> _Task prompt_
With all pictures excluded, restate the records that follow exactly as written.

(Saved data entries)
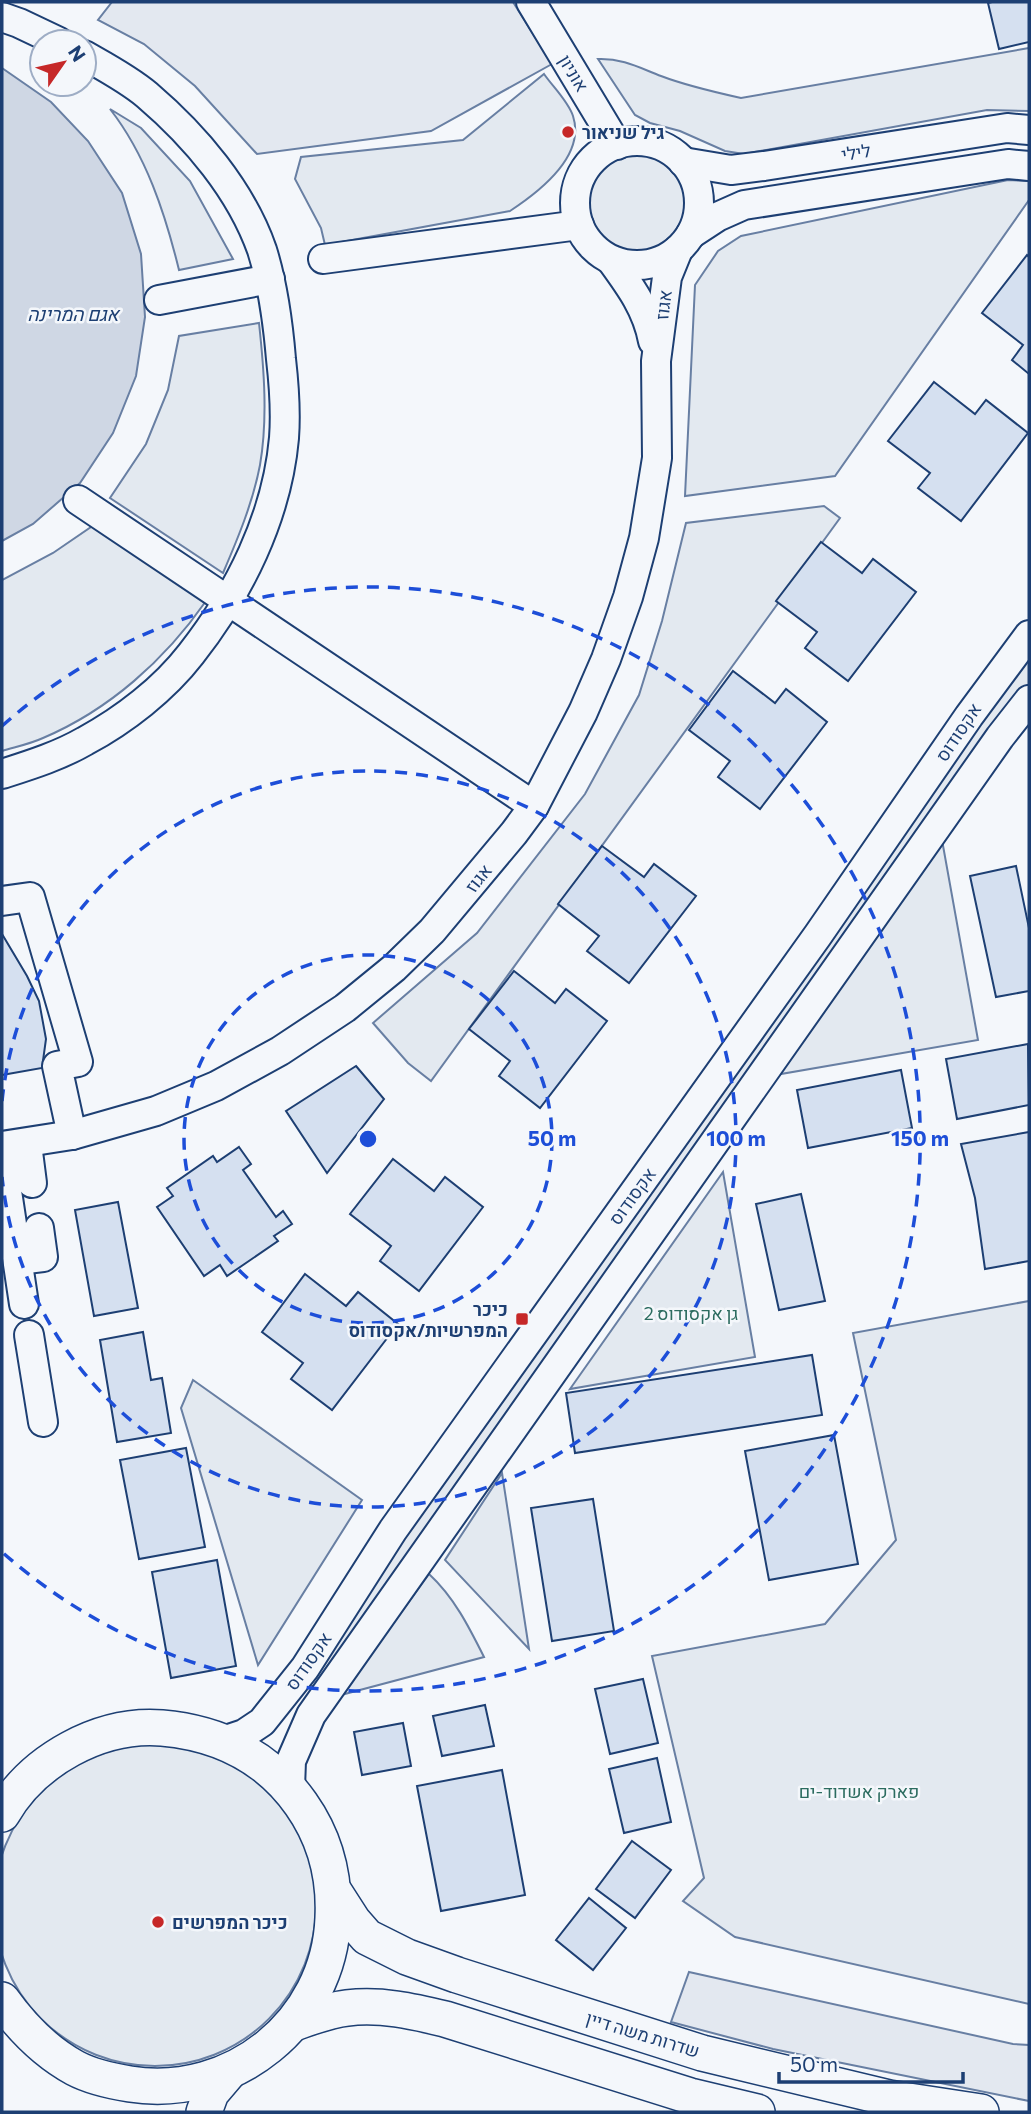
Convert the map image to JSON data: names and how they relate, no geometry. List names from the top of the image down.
{
  "streets": {
    "main road": ["שדרות משה דיין"],
    "street": [
      "אוניון",
      "לילי",
      "אגוז",
      "אקסודוס"
    ]
  },
  "crossings": [
    ["אוניון", "לילי"],
    ["אוניון", "אגוז"],
    ["לילי", "אגוז"]
  ],
  "water": ["אגם המרינה"],
  "parks": ["גן אקסודוס 2", "פארק אשדוד-ים"],
  "places": {
    "other": ["גיל שניאור", "כיכר המפרשים"],
    "transit": ["כיכר המפרשיות/אקסודוס"]
  },
  "scale_bar": "50 m",
  "north": "top right",
  "rings": ["50 m", "100 m", "150 m"]
}
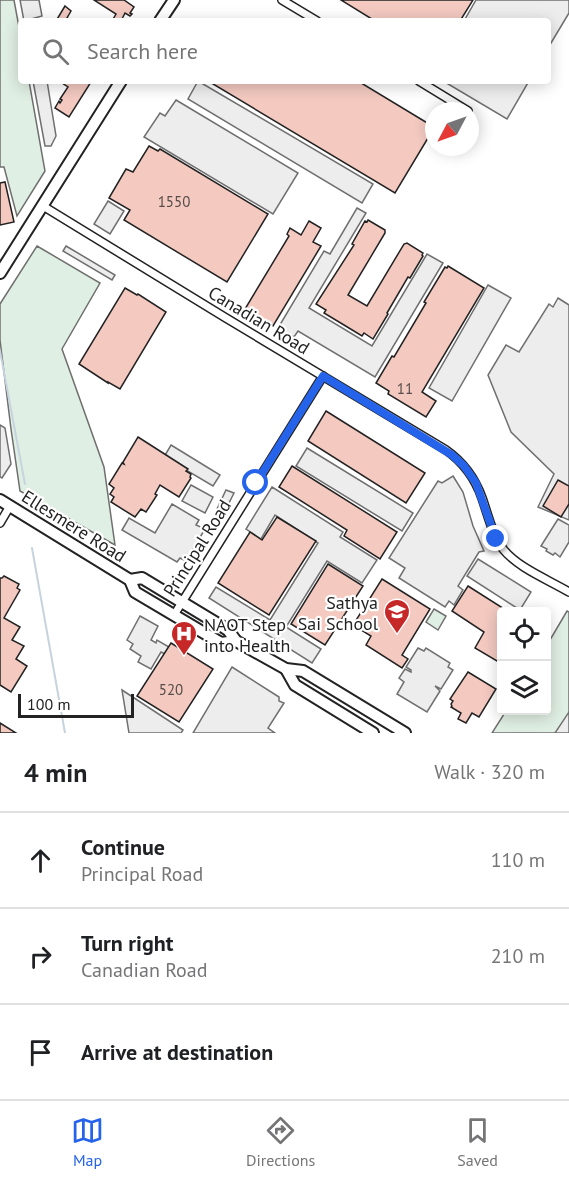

> _Reply_
Convert the map image to JSON data: names and how they relate, no geometry. List names from the top of the image down.
{
  "streets": {
    "main road": ["שדרות משה דיין"],
    "street": [
      "אוניון",
      "לילי",
      "אגוז",
      "אקסודוס"
    ]
  },
  "crossings": [
    ["אוניון", "לילי"],
    ["אוניון", "אגוז"],
    ["לילי", "אגוז"]
  ],
  "water": ["אגם המרינה"],
  "parks": ["גן אקסודוס 2", "פארק אשדוד-ים"],
  "places": {
    "other": ["גיל שניאור", "כיכר המפרשים"],
    "transit": ["כיכר המפרשיות/אקסודוס"]
  },
  "scale_bar": "50 m",
  "north": "top right",
  "rings": ["50 m", "100 m", "150 m"]
}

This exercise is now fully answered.